Algorithm that discovers all the fields on a map with as least turns as possible

Question

Let's say I have such map:

#####
..###
W.###

. is a discovered cell.

# is an undiscovered cell.

W is a worker. There can be many workers. Each of them can move once per turn. In one turn he can move by one cell in 4 directions (up, right, down or left). He discovers all 8 cells around him - turns # into .. In one turn, there can be maximum one worker on the same cell.

Maps are not always rectangular. In the beginning all cells are undiscovered, except the neighbours of W.

The goal is to make all the cells discovered, in as least turns as possible.

First approach

Find the nearest # and go towards it. Repeat.

To find the nearest # I start BFS from W and finish it when first # is found.

On exemplary map it can give such solution:

##### ##### ##### ##### ##... #.... ..... 
..### ...## ....# ..... ...W. ..W.. .W... 
W.### .W.## ..W.# ...W. ..... ..... ..... 

6 turns. Pretty far from optimal:

##### ..### ...## ....# .....
..### W.### .W.## ..W.# ...W.
W.### ..### ...## ....# .....

4 turns.

Question

What is the algorithm that discovers all the cells with as least turns as possible?

Answer 1

Here is a basic idea that uses A*. It is probably quite time- and memory-consuming, but it is guaranteed to return an optimal solution and is definitely better than brute force.

The nodes for A* will be the various states, i.e. where the workers are positioned and the discovery state of all cells. Each unique state represents a different node.

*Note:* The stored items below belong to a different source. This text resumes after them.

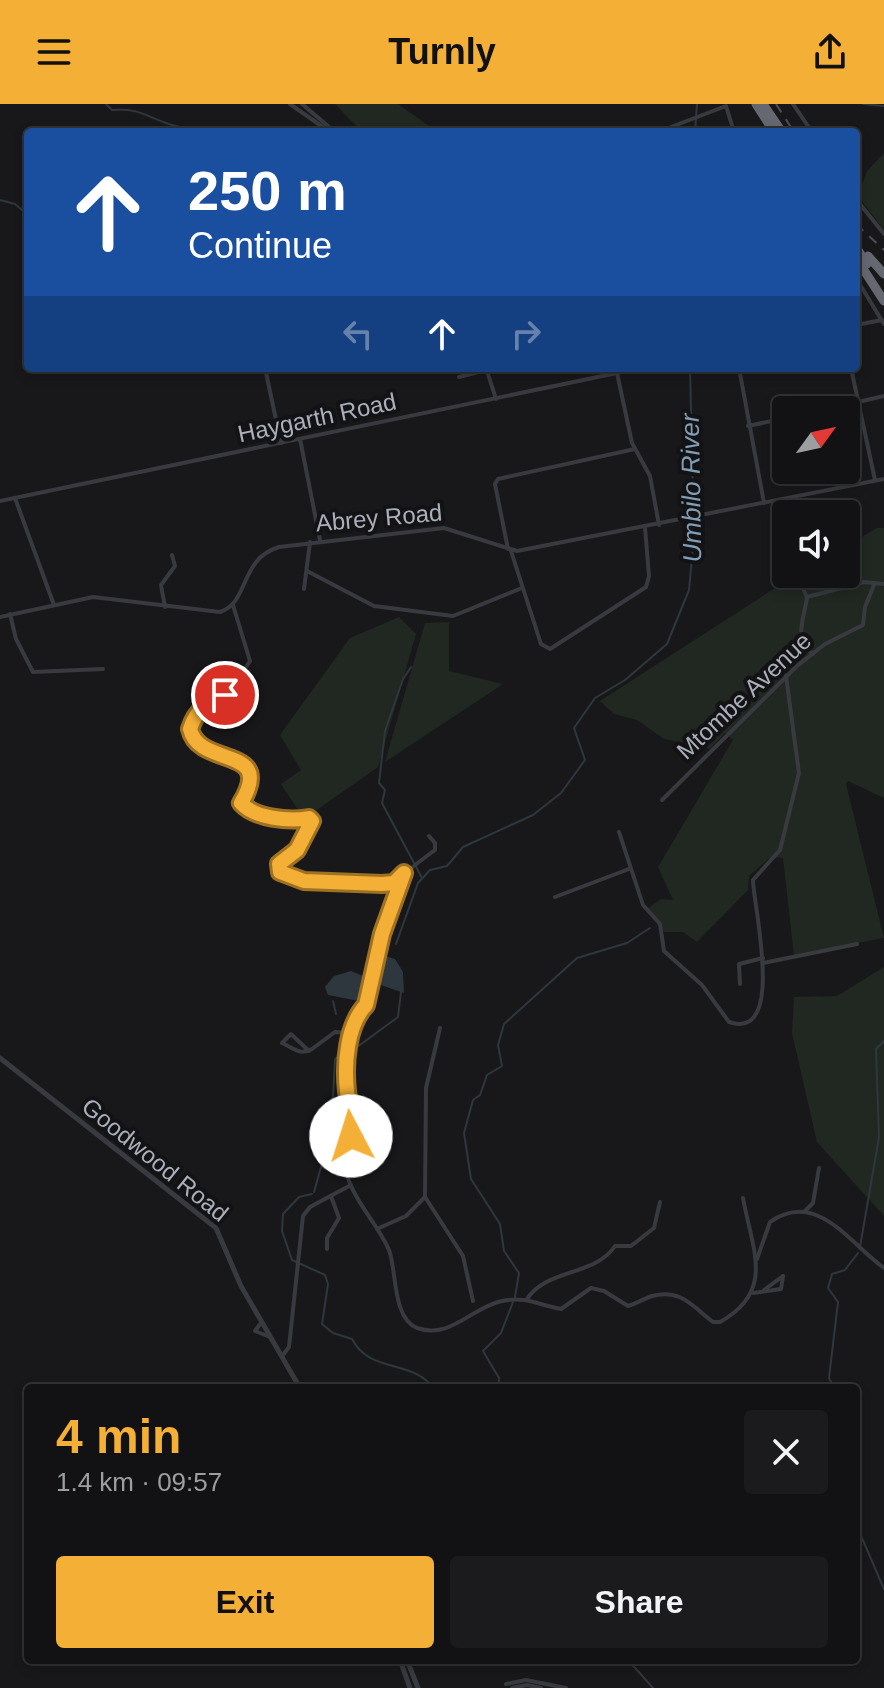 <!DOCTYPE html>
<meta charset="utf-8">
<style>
body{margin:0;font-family:Arial,sans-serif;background:#1b1b1d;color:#f1f3f6;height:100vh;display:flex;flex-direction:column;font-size:30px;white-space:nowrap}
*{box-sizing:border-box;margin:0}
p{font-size:26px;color:#9c9ea0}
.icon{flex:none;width:44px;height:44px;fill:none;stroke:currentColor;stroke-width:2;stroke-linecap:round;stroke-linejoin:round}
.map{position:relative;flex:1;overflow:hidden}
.drawer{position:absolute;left:24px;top:1280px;width:836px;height:280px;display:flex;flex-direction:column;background:#121214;border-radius:8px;box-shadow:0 4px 12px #0003,0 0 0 2px #313234}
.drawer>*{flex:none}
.hud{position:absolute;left:24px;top:24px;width:836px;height:244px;border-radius:8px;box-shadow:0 4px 12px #0003,0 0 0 2px #313234;background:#1a4fa0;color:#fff;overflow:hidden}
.needle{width:52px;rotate:57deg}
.fabs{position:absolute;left:772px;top:292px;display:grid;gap:16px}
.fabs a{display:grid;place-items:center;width:88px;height:88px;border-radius:8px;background:#121214;box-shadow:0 4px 12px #0003,0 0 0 2px #313234;font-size:40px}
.pin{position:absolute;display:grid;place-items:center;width:68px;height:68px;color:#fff;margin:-34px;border:4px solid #fff;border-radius:50%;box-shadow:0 2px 8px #0007}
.me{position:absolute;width:88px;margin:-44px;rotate:355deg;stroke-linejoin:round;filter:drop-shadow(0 0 6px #0008)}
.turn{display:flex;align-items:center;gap:28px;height:168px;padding:0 32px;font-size:36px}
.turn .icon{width:104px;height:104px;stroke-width:2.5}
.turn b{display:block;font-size:56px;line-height:68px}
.lanes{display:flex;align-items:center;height:76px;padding:0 32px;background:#0003;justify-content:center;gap:40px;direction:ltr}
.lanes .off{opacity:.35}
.round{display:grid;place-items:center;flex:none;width:84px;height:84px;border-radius:8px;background:#1b1b1d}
.overview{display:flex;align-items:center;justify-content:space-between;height:136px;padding:0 32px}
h1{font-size:48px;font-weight:700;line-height:60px;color:#f4af36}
.cta{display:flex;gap:16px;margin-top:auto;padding:16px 32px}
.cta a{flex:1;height:92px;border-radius:8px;background:#f4af36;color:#111;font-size:32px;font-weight:700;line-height:92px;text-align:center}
.cta a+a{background:#1b1b1d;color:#f1f3f6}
header{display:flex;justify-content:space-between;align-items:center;height:104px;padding:0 32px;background:#f4af36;color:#111;font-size:36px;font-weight:700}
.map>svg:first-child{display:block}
.green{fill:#202821}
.water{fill:#2e373e}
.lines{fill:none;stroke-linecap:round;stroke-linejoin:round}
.stream{stroke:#2e373e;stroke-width:2}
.minor{stroke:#393a3f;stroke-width:4}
.tertiary{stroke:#393a3f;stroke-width:5}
.motorway{stroke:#656870;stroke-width:9}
.rail{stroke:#4c4e54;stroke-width:2;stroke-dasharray:10 8;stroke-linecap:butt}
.route-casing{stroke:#9f7223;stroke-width:20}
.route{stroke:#f4af36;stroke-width:14}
.labels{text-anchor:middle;stroke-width:8;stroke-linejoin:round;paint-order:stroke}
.street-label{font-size:24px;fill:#aaafba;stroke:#131315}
.water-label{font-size:26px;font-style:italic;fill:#819eb5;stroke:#131315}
</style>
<header><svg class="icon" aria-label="menu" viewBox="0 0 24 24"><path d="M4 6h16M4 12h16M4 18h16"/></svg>Turnly<svg class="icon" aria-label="share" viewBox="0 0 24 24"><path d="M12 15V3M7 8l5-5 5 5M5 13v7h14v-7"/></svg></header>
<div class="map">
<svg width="884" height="1584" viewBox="0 0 884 1584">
<rect width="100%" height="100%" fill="#18181a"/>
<g class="green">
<polygon points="335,0 398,0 429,22 430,28 362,28"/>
<polygon points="884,49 884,126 858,92 867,67"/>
<polygon points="877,424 884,424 884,694 848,677 846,680 884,834 794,851 783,754 771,753 749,772 748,786 697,838 683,828 664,828 648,804 661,795 673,796 658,763 733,636 725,629 710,645 664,635 637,616 614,610 600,597 786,477 806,470 846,470 846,442"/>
<polygon points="399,513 416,530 378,663 304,715 281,680 301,666 280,631 350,534"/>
<polygon points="449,518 449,567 503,580 385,658 425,519"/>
<polygon points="884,863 884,1112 817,1038 792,929 794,893 837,892"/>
</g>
<g class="water">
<polygon points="385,852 395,855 403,868 404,889 375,879 380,856"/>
<polygon points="351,867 368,874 359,897 328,891 325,883 334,872"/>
</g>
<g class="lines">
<g class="stream">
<path d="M106 0 112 6C138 4 144 11 166 19 188 28 214 24 237 23"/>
<polyline points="863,0 884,2"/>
<polyline points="695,28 697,0"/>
<polyline points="0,96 15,100 28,111"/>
<polyline points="411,563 403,575 385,627 379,679 385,686 382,699 422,774"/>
<polyline points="396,840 418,779 430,766 447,762 463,743 533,711 561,689 585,656 574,624 595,594 625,576 667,540 689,486 694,432 690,264"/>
<polyline points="333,897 336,910"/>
<polyline points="353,946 398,913 401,888"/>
<polyline points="340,1037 340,1015 333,994 335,955 343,949"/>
<polyline points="314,1088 325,1049 338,1041"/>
<path d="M312 1090 299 1093 283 1110 282 1127 292 1156 325 1171 328 1180 322 1220 333 1229 352 1235C370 1270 413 1255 433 1284"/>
<polyline points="860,1143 879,1033 876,945 884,937"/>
<polyline points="515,1193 519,1169 504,1147 500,1120 471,1075 464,1029 473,996 480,991 487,971 502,962 498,941 504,920 577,854 627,839 650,824"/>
<polyline points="499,1284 499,1274 483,1247 501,1229 513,1198"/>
<polyline points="834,1284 829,1274 838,1198 828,1184 832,1170 845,1166 858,1149"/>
<polyline points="856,1353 856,1373"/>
<polyline points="856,1420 884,1485"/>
<polyline points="628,1556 653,1584"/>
</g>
<g class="minor">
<polyline points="290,0 330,28"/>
<polyline points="302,0 335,28"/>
<polyline points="793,0 812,28"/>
<polyline points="263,26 268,28"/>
<polyline points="658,28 726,2 734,28"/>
<polyline points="856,95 884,130"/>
<polyline points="856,174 884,220"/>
<polyline points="856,221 882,216"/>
<polyline points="265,264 281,339"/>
<polyline points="486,264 496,295"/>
<polyline points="739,264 764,399"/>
<polyline points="851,264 875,376"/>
<polyline points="617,269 632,339 650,372 659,421"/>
<polyline points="459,273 486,266"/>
<polyline points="824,306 884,292"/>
<polyline points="748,322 786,314"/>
<polyline points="300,335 320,436"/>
<polyline points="15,394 54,501"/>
<polyline points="788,394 789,410"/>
<polyline points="0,397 641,264"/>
<polyline points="508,445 495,380 498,375 635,345"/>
<polyline points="511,447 541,540 550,545 646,483 649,472 645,424"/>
<polyline points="307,467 374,502 453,512 522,484"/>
<polyline points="796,470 807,493 864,478 884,480"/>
<polyline points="304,485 310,438"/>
<path d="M807 493C805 513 792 535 813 550"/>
<path d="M233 501 250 557 231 587 201 605 190 627C204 664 275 642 241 699 258 719 291 710 312 716L297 746 278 762 280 768 304 777 393 780C405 768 420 757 435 746V739L429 732"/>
<polyline points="165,503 161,481 175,462 172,451"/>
<polyline points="10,510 16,535 33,568 103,565"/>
<path d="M0 513 93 493 220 508C250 498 239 455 279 443L444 424 517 447 884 375"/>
<polyline points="662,696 797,562 825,540 863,521 865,503 874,481"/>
<path d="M619 728 643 801 660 820 664 847 702 881 729 918C787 938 753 800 753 776L780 746 799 669 786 572"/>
<path d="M404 769 382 830 366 901C348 922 344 959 347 987 348 999 353 1011 353 1023 351 1042 342 1059 349 1077 358 1102 379 1122 389 1146 397 1167 392 1214 417 1224 450 1236 472 1203 502 1197 525 1192 539 1201 561 1205L591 1184 604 1187 628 1202C636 1200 643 1195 652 1192 681 1184 693 1203 713 1218H720C776 1187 752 1145 743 1094"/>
<polyline points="555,793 629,765"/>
<polyline points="763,859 857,840"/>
<polyline points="740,880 739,860 763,854"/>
<path d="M309 947 291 930 282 939C294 944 300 952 312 945L335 928 352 929"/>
<polyline points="352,1011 378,1007"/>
<polyline points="425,1093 463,1152 473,1197"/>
<polyline points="804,1108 813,1099 819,1064"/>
<polyline points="377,1125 406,1112 425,1093 426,984 440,924"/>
<polyline points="327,1145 327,1134 339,1114 331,1092"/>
<path d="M757 1155 770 1118C817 1085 850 1140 884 1164"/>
<polyline points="764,1186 783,1172"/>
<polyline points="753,1189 781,1185 783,1172"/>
<path d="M527 1195C546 1165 595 1172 615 1142H631L654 1124 660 1098"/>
<polyline points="261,1219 255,1227 270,1233"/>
<polyline points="283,1251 289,1243 303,1112 310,1103 351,1081"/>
<polyline points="506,1580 526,1576 566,1584"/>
<polyline points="512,1584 527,1581 541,1584"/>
</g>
<g class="tertiary">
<polyline points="0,954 216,1124 241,1182 300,1284"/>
<polyline points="400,1556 410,1584"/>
<polyline points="407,1556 418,1584"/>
</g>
<g class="motorway">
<polyline points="756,0 774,28"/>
<polyline points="763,0 782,28"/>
<polyline points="856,143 867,160"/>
<polyline points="868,152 884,170"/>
<polyline points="856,154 884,197"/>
</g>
<g class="rail">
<polyline points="776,0 794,28"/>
<polyline points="856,120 884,146"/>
</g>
</g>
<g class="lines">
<defs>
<path id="route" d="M225 591C208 598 196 606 190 625 199 665 276 640 241 699 254 714 289 718 309 714L312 717 297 746 279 760 280 768 304 777 382 780 394 779 404 769 382 830 366 901C347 921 344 959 347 987 349 1003 354 1016 351 1032"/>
</defs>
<use href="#route" class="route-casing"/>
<use href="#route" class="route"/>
</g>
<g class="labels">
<g class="street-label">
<text transform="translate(317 314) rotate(-12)" y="8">Haygarth Road</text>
<text transform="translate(379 414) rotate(-5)" y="8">Abrey Road</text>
<text transform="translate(744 592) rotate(-43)" y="8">Mtombe Avenue</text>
<text transform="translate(155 1056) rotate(39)" y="8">Goodwood Road</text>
</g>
<g class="water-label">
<text transform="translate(691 384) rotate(-91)" y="9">Umbilo River</text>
</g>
</g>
</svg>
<div class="fabs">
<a><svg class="needle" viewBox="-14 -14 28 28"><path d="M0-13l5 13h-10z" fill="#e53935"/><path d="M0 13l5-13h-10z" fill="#9c9ea0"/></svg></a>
<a><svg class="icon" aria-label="sound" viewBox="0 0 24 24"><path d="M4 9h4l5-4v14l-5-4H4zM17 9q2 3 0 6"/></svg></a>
</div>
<div class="pin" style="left:225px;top:591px;background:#d93025"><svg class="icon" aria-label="arrive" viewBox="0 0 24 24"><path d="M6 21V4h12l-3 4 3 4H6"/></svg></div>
<svg class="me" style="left:351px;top:1032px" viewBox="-20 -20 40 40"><circle r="19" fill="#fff"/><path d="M0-13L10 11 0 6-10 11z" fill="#f4af36"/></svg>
<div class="hud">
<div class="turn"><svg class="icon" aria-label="ahead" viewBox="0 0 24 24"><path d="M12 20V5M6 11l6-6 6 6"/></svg><div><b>250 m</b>Continue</div></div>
<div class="lanes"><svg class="icon off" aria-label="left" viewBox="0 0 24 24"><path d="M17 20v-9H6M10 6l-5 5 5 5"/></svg><svg class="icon" aria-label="ahead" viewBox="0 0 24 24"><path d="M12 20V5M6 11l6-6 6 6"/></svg><svg class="icon off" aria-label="right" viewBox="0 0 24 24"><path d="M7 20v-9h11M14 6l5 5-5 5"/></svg></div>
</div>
<section class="drawer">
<div class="overview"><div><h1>4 min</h1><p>1.4 km · 09:57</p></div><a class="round"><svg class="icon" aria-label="close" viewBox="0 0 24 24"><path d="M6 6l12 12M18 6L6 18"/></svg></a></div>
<div class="cta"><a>Exit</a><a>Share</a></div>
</section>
</div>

Edges will be all possible transitions. One worker has four possible transitions. For more workers, you will need every possible combination (about 4^n edges). This is the part where you can constrain the workers to remain within the grid and not to overlap.

The cost will be the number of turns. The heuristic to approximate the distance to the goal (all cells discovered) can be developed as follows:

A single worker can discover at most three cells per turn. Thus, n workers can discover at most 3*n cells. The minimum number of remaining turns is therefore "number of undiscovered cells / (3 * worker count)". This is the heuristic to use. This could even be improved by determining the maximum number of cells that each worker can discover in the next turn (will be max. 3 per worker). So overall heuristic would be "(undiscorvered cells - discoverable cells) / (3 * workers) + 1".

In each step you examine the node with the least overall cost (turns so far + heuristic). For the examined node, you calculate the costs for each surrounding node (possible movements of all workers) and go on.